Top
Murat Bardakçı

Murat Bardakçı

mbardakci@htgazete.com.tr

17/05/2010

14 Mayıs’ı unuttuk, hepimize bravo!

GEÇEN Cuma günü, demokrasi tarihimizde çok önemli yeri olan bir olayın, 1950’nin 14 Mayıs’ında yapılan ve Demokrat Parti’nin zaferiyle neticelenen ilk serbest seçimin 60. yıldönümü idi...

Böylesine önemli yıldönümünün gazetelerde ve televizyonlarda geniş şekilde yeralacağını tahmin etmiştim ama yanılmışım. Sadece birkaç köşe yazarının hatırına geldi ve 14 Mayıs’ın modern  Türkiye’nin tarihindeki yeri ile hâlâ hissedilen etkileri, yazarların köşeleriyle sınırlı kaldı, o kadar...
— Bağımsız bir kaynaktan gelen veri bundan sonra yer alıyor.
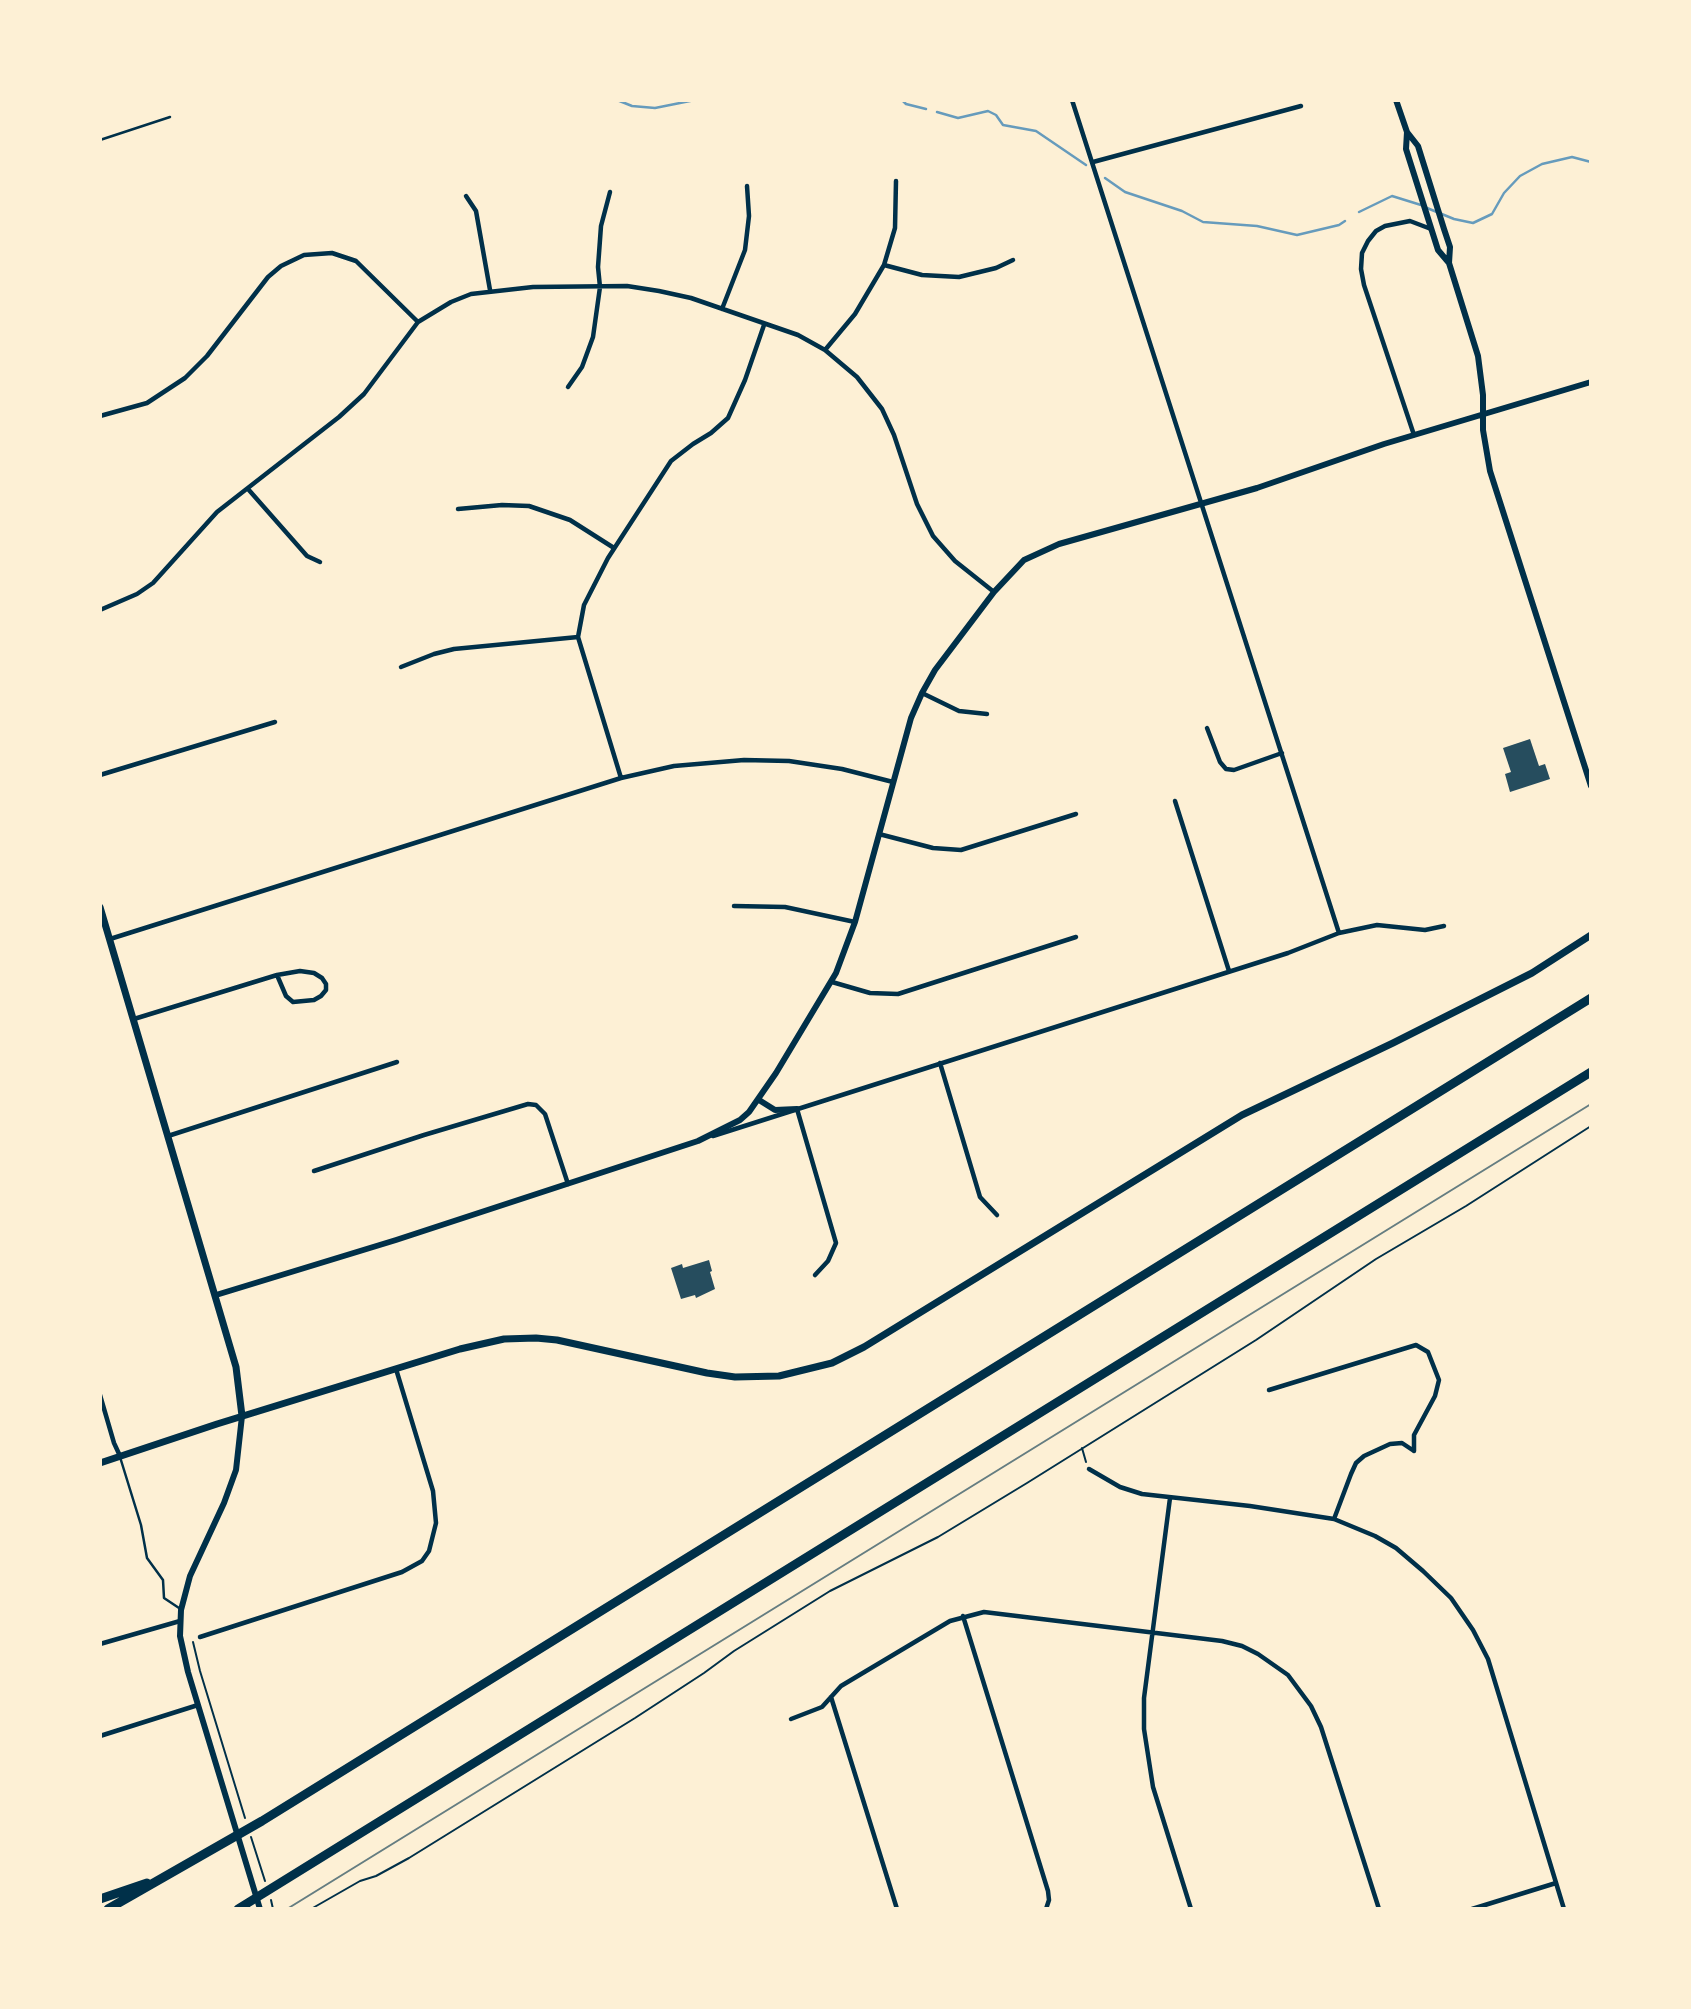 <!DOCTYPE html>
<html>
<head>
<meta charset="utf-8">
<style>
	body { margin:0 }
	#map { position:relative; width:1691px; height:2009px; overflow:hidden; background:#fdf0d5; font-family:"Times New Roman",serif }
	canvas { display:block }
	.frame { position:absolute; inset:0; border:102px solid #fdf0d5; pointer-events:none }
</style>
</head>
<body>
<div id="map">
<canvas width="1691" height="2009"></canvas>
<div class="frame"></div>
</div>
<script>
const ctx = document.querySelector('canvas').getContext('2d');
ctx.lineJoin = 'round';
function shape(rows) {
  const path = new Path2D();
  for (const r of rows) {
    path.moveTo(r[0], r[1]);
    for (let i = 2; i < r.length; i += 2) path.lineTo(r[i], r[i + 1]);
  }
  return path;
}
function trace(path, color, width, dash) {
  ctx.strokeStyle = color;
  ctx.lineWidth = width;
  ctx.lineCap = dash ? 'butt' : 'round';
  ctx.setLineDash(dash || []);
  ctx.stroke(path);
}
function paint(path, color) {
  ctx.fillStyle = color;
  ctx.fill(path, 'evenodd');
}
trace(shape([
	[529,100,534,100],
	[617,100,632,106,655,108,695,100],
	[902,100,906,104,926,109],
	[937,112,958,118,988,111,996,115,1003,125,1036,131,1086,165],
	[1105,178,1125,192,1182,211,1203,222,1257,226,1297,235,1339,225,1345,221],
	[1427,208,1454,219,1473,223,1492,214,1504,193,1520,176,1542,164,1572,157,1591,162],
	[1359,212,1392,196,1421,205]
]), '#669bbc', 2.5);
paint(shape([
	[1530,739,1539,766,1545,764,1550,779,1510,792,1505,774,1511,772,1503,748],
	[709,1260,712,1271,710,1272,715,1289,696,1298,695,1295,681,1299,671,1268,682,1264,683,1268]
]), '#264d5e');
trace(shape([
	[1082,1448,1086,1462],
	[193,1642,200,1671,245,1818],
	[251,1837,265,1881],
	[271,1900,273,1909],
	[311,1909,360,1881,376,1876,409,1858,635,1718,704,1673,734,1651,830,1591,938,1537,1027,1483,1256,1340,1376,1259,1466,1206,1591,1126]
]), '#003049', 2);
trace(shape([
	[100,140,170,117],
	[120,1457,141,1525,147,1558,163,1580,164,1598,179,1608]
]), '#003049', 2.5);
trace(shape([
	[1072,100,1339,933],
	[1093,162,1301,106],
	[466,196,476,211,490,290],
	[884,265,922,275,959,277,996,268,1013,260],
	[722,309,745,250,749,216,747,186],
	[825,350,855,314,884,265,895,228,896,181],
	[568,387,582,367,593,337,600,287,598,267,601,226,610,192],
	[100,416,147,403,185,378,207,356,268,277,281,266,304,255,332,253,356,261,418,322],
	[1414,435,1364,285,1361,269,1362,253,1368,241,1376,231,1385,226,1410,221,1431,229],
	[248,489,307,556,320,562],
	[458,509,502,505,529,506,570,520,614,548],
	[100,610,137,594,153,583,217,512,339,417,364,394,418,322,451,302,471,294,533,287,627,286,659,291,691,298,798,335,825,350,857,377,882,409,894,435,917,504,933,536,955,561,994,592],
	[401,667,434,654,454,649,578,637],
	[922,693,959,711,987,714],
	[1207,728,1220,762,1226,769,1234,770,1282,753],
	[100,775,275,722],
	[621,778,578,637,584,605,608,558,671,461,693,444,711,433,728,418,745,380,764,325],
	[1175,801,1229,971],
	[879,834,933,848,961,850,1076,814],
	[734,906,785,907,855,922],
	[110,939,621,778,674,766,744,760,789,761,842,769,893,782],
	[832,982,870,993,898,994,1076,937],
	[134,1019,277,975,300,971,314,973,322,978,326,984,326,990,321,996,314,1000,293,1002,286,996,277,975],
	[940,1063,980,1197,997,1215],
	[797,1109,836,1243,828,1261,815,1275],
	[168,1136,397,1062],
	[713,1136,1288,953,1339,933,1377,925,1425,930,1444,926],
	[314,1171,424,1135,528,1104,536,1105,545,1114,568,1184],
	[1269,1390,1416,1345,1428,1352,1439,1380,1435,1396,1414,1435,1414,1451],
	[100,1395,114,1443,120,1456],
	[1089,1469,1120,1487,1142,1494,1250,1506,1334,1519,1375,1536,1396,1548,1423,1571,1451,1598,1473,1630,1488,1659,1564,1909],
	[1170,1498,1144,1698,1144,1729,1153,1787,1191,1909],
	[1334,1519,1351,1474,1356,1463,1364,1456,1390,1444,1402,1443,1414,1451],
	[963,1616,1048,1891,1049,1900,1046,1909],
	[200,1637,402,1572,422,1561,429,1551,436,1523,433,1491,396,1369],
	[100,1644,180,1621],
	[831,1697,897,1909],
	[791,1719,822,1707,841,1686,950,1621,984,1612,1222,1641,1242,1646,1258,1654,1288,1675,1311,1706,1321,1727,1379,1909],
	[100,1736,198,1705],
	[1472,1909,1556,1883]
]), '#003049', 4.5);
trace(shape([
	[1396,100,1407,132,1418,146,1444,229,1450,247,1449,263],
	[1407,132,1406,149,1438,250,1449,263,1478,356,1483,395,1483,430,1490,471,1591,786],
	[759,1100,775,1110,797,1109],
	[216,1295,396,1240,698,1141,740,1120,749,1112,776,1073,836,973,855,922,911,718,922,693,935,670,994,592,1024,560,1059,544,1257,488,1384,444,1591,382],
	[242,1416,236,1470,224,1503,190,1576,181,1610,180,1636,188,1672,260,1909]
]), '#003049', 6);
trace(shape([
	[100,907,236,1367,242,1416],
	[100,1463,217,1424,460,1349,504,1339,536,1338,557,1340,707,1373,735,1377,779,1376,832,1363,864,1347,1242,1115,1393,1043,1532,973,1591,935]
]), '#003049', 7);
trace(shape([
	[100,1899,147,1883],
	[108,1909,262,1821,1591,998],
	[238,1909,1591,1072]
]), '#003049', 9);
trace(shape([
	[287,1909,1591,1104]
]), '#657d81', 2);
</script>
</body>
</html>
Gazetelerde ise 14 Mayıs’a ayrılacak yer zaten yoktu, zira sayfaları Deniz Baykal ile ilgili mâlum mesele işgal etmişti ve hâlâ da ediyor.

Haftaya Perşembe günü, iktidara gelişini unuttuğumuz Demokrat Parti’nin darbe ile devrilmesinin üzerinden tam 50 sene geçmiş olacak. O günü, yani 27
Mayıs’ı mutlaka hatırlayacağımızdan,  kimilerinin darbeyi yücelteceğinden,  kimilerinin de veryansın edeceğinden eminim.

MECLİS, YİNE O MECLİS
Tuhaflık, işte burada: Memlekete gerçek bir çok partili hayatın, yani asıl  demokrasinin geldiği günü unutuyor ama demokrasinin ortadan kaldırıldığı günü
gayet iyi hatırlıyoruz.

İşin daha da garip olan tarafı, darbenin yapıldığı günü senelerce resmî bayram olarak kutlamış olmamız...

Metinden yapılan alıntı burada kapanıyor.